Dakar-Echo

Après le départ des ambulants, Sandaga à la merci des prostituées et des agresseurs en plein jour

sandagaSes occupants déguerpis suite à un violent incendie qui a profondément remis en cause la sécurité à l’intérieur de ce marché historique, Sandaga refuse encore aujourd’hui d’abandonner le commerce.

Les autorités, qui, par mesure de sécurité, avaient ordonné la fermeture du marché, sont confrontées à l’insécurité qui règne aux alentours du bâtiment. Commerçants et passants ont tous peur pour leur vie face aux multiples agressions commises par les nouveaux «vendeurs» qui occupent les lieux.

Le commerce de la drogue et du sexe est désormais la principale activité nocturne dans les entrailles de cet édifice qui, par miracle, fait toujours partie du décor du centre-ville de Dakar, non loin de la police centrale.

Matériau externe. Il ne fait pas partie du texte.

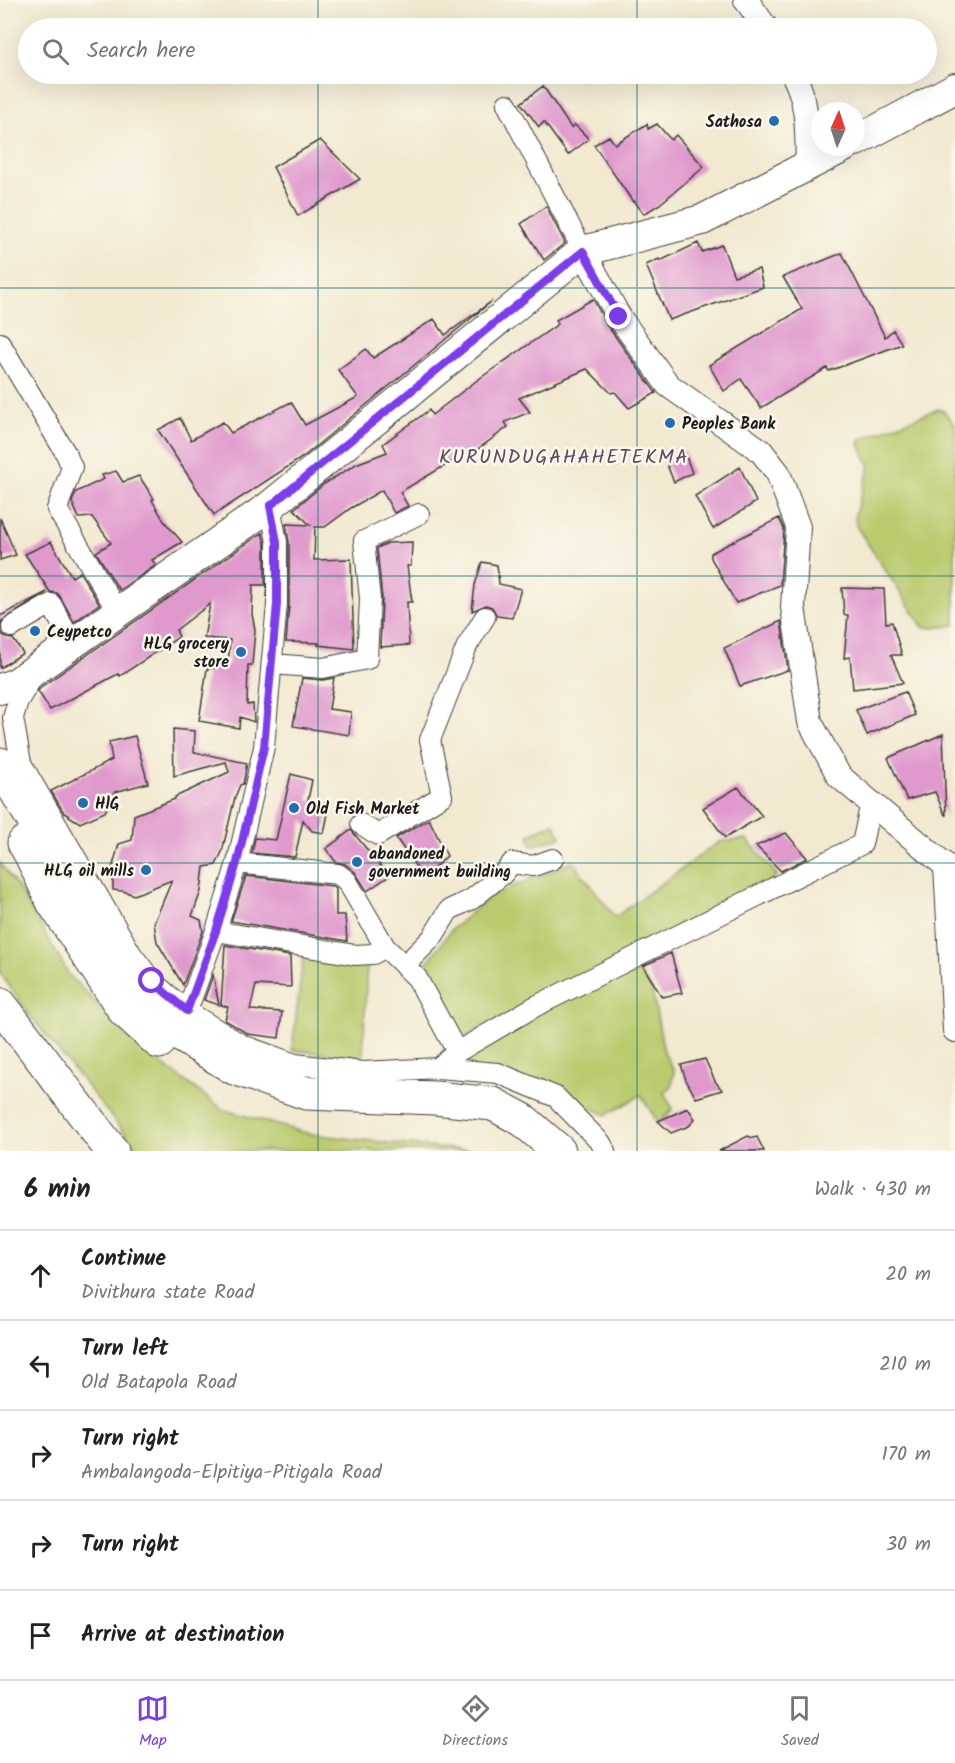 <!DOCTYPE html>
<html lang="en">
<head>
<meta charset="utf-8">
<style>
  :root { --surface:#fff; --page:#f6f6f6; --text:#222; --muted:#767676; --line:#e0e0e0; --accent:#7c3aed }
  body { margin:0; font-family:Kalam,sans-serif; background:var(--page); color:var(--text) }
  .compass { position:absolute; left:811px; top:102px; width:54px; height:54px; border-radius:50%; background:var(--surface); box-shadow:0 6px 24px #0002; rotate:3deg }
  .stop { position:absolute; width:18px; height:18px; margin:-14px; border:4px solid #7c3aed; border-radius:50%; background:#fff }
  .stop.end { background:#7c3aed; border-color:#fff; box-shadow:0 2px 6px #0008 }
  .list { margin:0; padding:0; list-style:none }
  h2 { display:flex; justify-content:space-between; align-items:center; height:78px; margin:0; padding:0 24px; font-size:26px }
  h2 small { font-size:20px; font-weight:400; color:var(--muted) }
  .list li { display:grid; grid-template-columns:39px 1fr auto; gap:18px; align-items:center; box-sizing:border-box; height:90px; padding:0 24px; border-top:2px solid var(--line) }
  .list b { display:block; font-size:22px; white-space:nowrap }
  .list p { margin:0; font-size:20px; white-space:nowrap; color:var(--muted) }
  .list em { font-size:20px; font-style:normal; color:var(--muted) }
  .icon { flex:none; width:33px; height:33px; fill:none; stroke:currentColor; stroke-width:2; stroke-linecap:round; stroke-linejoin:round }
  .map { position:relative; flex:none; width:955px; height:1151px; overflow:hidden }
  .search { position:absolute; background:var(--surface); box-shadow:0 6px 24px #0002; left:18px; right:18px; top:18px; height:66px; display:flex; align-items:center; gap:15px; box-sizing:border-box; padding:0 21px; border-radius:33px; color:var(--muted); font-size:22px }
  .sheet { height:528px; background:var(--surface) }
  nav { display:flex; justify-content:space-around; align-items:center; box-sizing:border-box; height:84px; border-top:2px solid var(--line); background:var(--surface); font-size:16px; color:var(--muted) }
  nav a { display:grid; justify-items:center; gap:3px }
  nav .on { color:var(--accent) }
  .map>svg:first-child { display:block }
  .green { fill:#bacb6e; stroke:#6b7445; stroke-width:1.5 }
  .building { fill:#e099cd }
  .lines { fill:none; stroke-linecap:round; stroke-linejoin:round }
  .minor-casing { stroke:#3c3b37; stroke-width:22 }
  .tertiary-casing { stroke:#3c3b37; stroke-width:26 }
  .primary-casing { stroke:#3c3b37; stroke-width:32 }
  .motorway-casing { stroke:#3c3b37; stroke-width:35 }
  .minor { stroke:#fff; stroke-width:20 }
  .tertiary { stroke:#fff; stroke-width:24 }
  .primary { stroke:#fff; stroke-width:30 }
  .motorway { stroke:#fff; stroke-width:33 }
  .route { stroke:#7c3aed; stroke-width:8 }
  .grid { fill:none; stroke:#0f766e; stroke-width:1.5; stroke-opacity:0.55 }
  .poi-dot { fill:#1f6fb2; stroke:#fbf7ec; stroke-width:2 }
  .labels { text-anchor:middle; stroke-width:5; stroke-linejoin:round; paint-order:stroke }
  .poi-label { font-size:16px; font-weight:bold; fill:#1c1c1c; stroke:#fbf7ec; text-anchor:start }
  .quarter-label { font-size:20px; letter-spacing:1.5px; fill:#61485a; stroke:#fbf7ec }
</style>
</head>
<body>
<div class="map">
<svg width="955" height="1151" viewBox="0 0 955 1151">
  <rect width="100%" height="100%" fill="#fbf7ec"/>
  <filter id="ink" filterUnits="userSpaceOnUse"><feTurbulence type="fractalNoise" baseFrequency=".0167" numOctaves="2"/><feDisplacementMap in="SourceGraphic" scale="12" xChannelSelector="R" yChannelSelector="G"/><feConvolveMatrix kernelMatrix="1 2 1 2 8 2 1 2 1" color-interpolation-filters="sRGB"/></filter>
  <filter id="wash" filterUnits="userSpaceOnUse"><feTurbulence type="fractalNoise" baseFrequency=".008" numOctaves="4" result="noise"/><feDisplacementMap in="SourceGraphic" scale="24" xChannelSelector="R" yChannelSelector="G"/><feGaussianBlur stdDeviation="1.35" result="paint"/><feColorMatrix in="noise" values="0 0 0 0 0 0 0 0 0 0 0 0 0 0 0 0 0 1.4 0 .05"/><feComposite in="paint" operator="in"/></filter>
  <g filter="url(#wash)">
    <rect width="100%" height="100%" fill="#f2e9d0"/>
    <path class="green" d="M938 409 944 411 955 425V625L934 628 923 627 856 526 855 514 870 466 859 444 861 439Z
      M554 823 561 837 532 846 529 835Z
      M747 839 777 875 773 880 463 1038 426 964 452 929 492 895 573 862 615 917 719 842Z
      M0 863 23 895 69 975 135 1044 224 1110 310 1134 407 1145 479 1151H139L28 1013 0 973Z
      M304 951 367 962 363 1058 292 1050Z
      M633 963 652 990 664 1052 674 1071 671 1088 664 1093 673 1109 658 1123 641 1095 606 1115 541 1085 438 1068Z"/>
    <g id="blocks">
      <path class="building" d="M543 86 571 128 575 125 589 139 568 155 544 122 539 127 521 103Z
        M647 124 648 129 657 124 671 140 676 135 704 167 660 204 644 214 634 201 633 202 594 145 609 136 615 144Z
        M320 140 360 179 298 216 273 167Z
        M546 206 565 243 544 260 521 224Z
        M698 243 702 252 722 245 734 276 759 269 763 287 669 320 646 265 659 259 660 261Z
        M842 253 885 337 893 330 902 344 829 371 827 368 761 408 741 379 724 391 709 365 802 309 783 277Z
        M593 299 607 325 656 393 629 408 615 392 611 393 587 369 519 398 530 412 505 422 508 427 463 460 461 456 400 492 408 506 394 513 382 490 351 508 325 527H315L314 560 351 559 354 649 318 645 319 643 286 642 289 604V542L286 524 310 525 294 509 324 484 356 464 387 452 383 444 429 410 432 415 476 381 558 324 556 320Z
        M492 301 303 457 214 515 158 430 180 418 191 440 223 422 231 433 291 402 305 425 358 397 338 370 366 349 373 358 434 319 445 335Z
        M684 451 692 473 674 482 667 465Z
        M740 467 756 502 713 529 695 496Z
        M116 471 123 482 139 476 154 499 152 500 164 521 182 542 152 560 156 565 119 590 96 552 111 543 92 517 79 518 72 502 76 492 104 479 102 475Z
        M0 518 16 555 0 560Z
        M779 518 784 529 780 585 736 603 711 558V553Z
        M262 533 265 543V585H253L252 614 255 630 252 665H248L247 705 253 704 254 722 240 717 239 728 199 721 207 669 228 666 230 640 204 638 210 604 176 630 179 637 120 676 118 674 50 710 38 691 41 687Z
        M51 542 72 577 80 572 99 604 74 622 61 598 57 593 50 592 25 554Z
        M412 542 411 566H407L412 602H407L409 645 380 647 382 599 377 548 388 543Z
        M482 562 497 565 499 584 521 589 512 618 497 616 492 607 486 605 472 611 475 585Z
        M842 588 884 589 886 623 892 622 902 655H891L903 683 853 689 850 657 844 658 848 615H844Z
        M47 592 2 621 0 627 2 634 7 638 13 639 23 653 0 668V616Z
        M781 621 788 670 740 686 724 648Z
        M302 678 322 680 334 678 329 709 351 712 349 735 293 726Z
        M905 692 915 715 867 735 856 710Z
        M173 729 195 731 194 752 247 763 243 784 240 785 235 797 222 852 216 865 204 867 201 891 192 916 201 920 203 931 183 985 157 942 154 923 172 880 134 895 123 891 113 890V880L110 876 119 844 132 840 134 815 175 799V797L229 772 226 762 174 776Z
        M943 734 946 815H945L935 792 907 800 888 758Z
        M135 736 148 783 115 792 105 812 80 823 64 813 51 791 112 760 109 742Z
        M291 774 312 780 308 800 330 804 324 833 312 831 303 820 295 857 252 853 255 838 276 840Z
        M738 787 762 816 725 838 703 808Z
        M429 819 447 856 429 872 419 871 396 838Z
        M351 830 389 876 367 891 355 872 345 864 336 862 326 849Z
        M786 833 807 858 781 871 756 846Z
        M246 876 333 886 336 888V915H345L347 941 231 921Z
        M225 945 290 956 291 987 256 985 250 1010 282 1012 279 1038 248 1034 225 1020 228 1007 221 1005Z
        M671 953 682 993 662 997 643 966Z
        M213 975 219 1005 204 1000Z
        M705 1059 715 1081 722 1090 696 1098 686 1080 681 1065Z
        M688 1108 695 1119 689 1126 671 1133 658 1121Z
        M748 1136 753 1138 757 1137 764 1151H719Z"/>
    </g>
  </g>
  <g filter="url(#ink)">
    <use href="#blocks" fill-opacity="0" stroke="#3c3b37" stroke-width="1.5"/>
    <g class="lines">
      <defs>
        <path id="minor" d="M507 104 583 251
          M0 343 65 452 72 467 57 509 117 611
          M12 627 51 604 72 643
          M272 664 323 668 367 659 370 599 364 541 419 514
          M34 675 18 701 13 718 21 763 131 953 152 981 187 1011 242 1045 295 1064 363 1072 438 1068 498 1073 556 1097 601 1143 605 1151
          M361 824 378 835 442 796 430 740 467 646 485 617
          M237 863 338 874 347 881 385 947 417 978 457 1052
          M216 931 355 955 373 954 385 947
          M404 966 432 938 449 910 472 899 503 874 512 863 533 866 553 859
          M187 1011 216 931 237 863 264 747 277 604V542L270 506
          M438 1068 457 1052 534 1007 862 844 871 802"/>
        <path id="tertiary" d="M746 0 766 28
          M793 74C809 103 807 133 808 166
          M583 251 619 317 668 385 761 451 778 473 798 527 793 607 810 722 839 776 946 866 955 1030"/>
        <path id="primary" d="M856 141 955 88
          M0 689 16 683 270 506 583 251 702 220 844 147"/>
        <path id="motorway" d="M0 764 75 890 116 963 169 1028 234 1068 306 1093 435 1098 493 1104 523 1120 559 1151
          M24 843 31 855 53 902 124 1010 159 1042
          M0 1004 112 1151"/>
      </defs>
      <use href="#minor" class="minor-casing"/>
      <use href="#tertiary" class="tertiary-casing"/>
      <use href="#primary" class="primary-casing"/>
      <use href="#motorway" class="motorway-casing"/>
      <use href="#minor" class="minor"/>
      <use href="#tertiary" class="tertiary"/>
      <use href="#primary" class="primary"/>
      <use href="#motorway" class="motorway"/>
    </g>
  </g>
  <g class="lines" filter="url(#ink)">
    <path class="route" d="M152 981 187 1011 216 931 237 863 264 747 277 604V542L270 506 583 251 619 317"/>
  </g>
  <path class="grid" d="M318 0V28M637 0V28M318 74V1151M637 74V1151M0 288H955M0 576H955M0 863H955"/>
  <g class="poi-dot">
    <circle cx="774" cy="121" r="6"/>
    <circle cx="670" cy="423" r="6"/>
    <circle cx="35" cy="631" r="6"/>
    <circle cx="241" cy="652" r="6"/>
    <circle cx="83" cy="803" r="6"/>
    <circle cx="294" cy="808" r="6"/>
    <circle cx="357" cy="862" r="6"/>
    <circle cx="146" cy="870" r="6"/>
  </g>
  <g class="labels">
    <g class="poi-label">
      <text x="762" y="127" text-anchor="end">Sathosa</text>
      <text x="682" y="429">Peoples Bank</text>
      <text x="47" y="637">Ceypetco</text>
      <text x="229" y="649" text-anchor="end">HLG grocery<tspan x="229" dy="18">store</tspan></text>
      <text x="95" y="809">HlG</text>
      <text x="306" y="814">Old Fish Market</text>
      <text x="369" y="859">abandoned<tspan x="369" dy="18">government building</tspan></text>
      <text x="134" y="876" text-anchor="end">HLG oil mills</text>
    </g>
    <g class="quarter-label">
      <text x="564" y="463">KURUNDUGAHAHETEKMA</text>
    </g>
  </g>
</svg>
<svg class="compass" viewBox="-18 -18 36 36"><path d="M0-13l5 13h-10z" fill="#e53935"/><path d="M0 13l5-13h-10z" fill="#767676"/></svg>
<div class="stop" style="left:152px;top:981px"></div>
<div class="stop end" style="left:619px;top:317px"></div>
<div class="search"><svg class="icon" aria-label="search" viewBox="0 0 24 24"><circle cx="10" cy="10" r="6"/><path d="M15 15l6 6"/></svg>Search here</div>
</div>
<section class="sheet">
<h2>6 min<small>Walk · 430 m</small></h2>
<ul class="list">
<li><svg class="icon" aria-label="ahead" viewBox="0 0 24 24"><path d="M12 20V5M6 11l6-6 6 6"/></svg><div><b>Continue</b><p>Divithura state Road</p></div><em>20 m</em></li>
<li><svg class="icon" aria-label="left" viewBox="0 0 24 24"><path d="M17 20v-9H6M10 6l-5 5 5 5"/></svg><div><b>Turn left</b><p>Old Batapola Road</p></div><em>210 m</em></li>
<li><svg class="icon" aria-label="right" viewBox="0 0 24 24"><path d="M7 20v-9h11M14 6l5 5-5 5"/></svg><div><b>Turn right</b><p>Ambalangoda-Elpitiya-Pitigala Road</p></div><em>170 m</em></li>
<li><svg class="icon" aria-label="right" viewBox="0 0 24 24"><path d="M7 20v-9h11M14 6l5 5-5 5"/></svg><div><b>Turn right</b></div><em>30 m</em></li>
<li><svg class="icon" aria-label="arrive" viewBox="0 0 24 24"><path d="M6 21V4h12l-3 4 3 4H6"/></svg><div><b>Arrive at destination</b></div></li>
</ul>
</section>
<nav>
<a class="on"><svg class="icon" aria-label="map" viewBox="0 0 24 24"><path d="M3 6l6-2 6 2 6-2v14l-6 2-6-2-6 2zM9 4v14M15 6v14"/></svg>Map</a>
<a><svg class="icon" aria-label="directions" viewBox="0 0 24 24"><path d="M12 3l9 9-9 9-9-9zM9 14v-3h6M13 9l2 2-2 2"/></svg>Directions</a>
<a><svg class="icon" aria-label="saved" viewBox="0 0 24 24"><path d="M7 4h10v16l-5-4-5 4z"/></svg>Saved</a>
</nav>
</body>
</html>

Quinze mois après l’incendie ayant signé l’arrêt de mort du marché Sandaga, une véritable activité commerciale souterraine est en vogue sur les lieux. Le commerce du sexe au détail, le banditisme et la vente de la drogue constituent les principales activités d’une certaine catégorie sociale hors du commun. Ce sont des boudioumanes, des prostitués, de petits drogués, des dealers et de jeunes fugueurs. Qu’ils soient jeunes ou vieux, cette faune interlope est toujours là, nuit et jour.

Vêtus de haillons, visage crispé, regard profond, ces nouveaux locataires du marché Sandaga inspirent la peur à plus d’un passant. Rien qu’à croiser leur regard méfiant, on sent la menace qu’ils représentent pour cette population urbaine. Le jour, ils sont des dizaines massés devant le dépotoir d’ordures qu’est devenu le marché, à la quête d’articles récupérables. A les voir de loin, on croirait avoir affaire à de simples sans-abri.

Malheur à celui qui ose rôder, la nuit, devant la porte du marché. Ils sont là, chaque soir, regroupés, àne rien faire, derrière les bennes à ordures, échangeant quelques mots entre eux, tantôt de petites en gueulades, tantôt des fous rires. Si certains sont joviaux à première vue, d’autres le sont moins. S’y ajoute que ces jeunes et de vieux préfèrent jouer au damier toujours à côté des ordures.

Personne n’ose s’approcher d’eux, à moins d’être un des leurs ou un habitué des lieux, ou encore les commerçants qui sont à proximité. On note aussi la présence de malades mentaux errants. Ce melting-pot de vagabonds, retrouvé à l’intérieur comme à l’extérieur du bâtiment qui menace ruine, participe à l’installation de l’insécurité, à la prostitution clandestine et les agressions multiples à Sandaga. Il a fallu plus d’un tour aux alentours de l’ancien marché pour avoir une idée plus précise du mode de vie de ces marginaux et des activités qu’ils mènent en ce lieu.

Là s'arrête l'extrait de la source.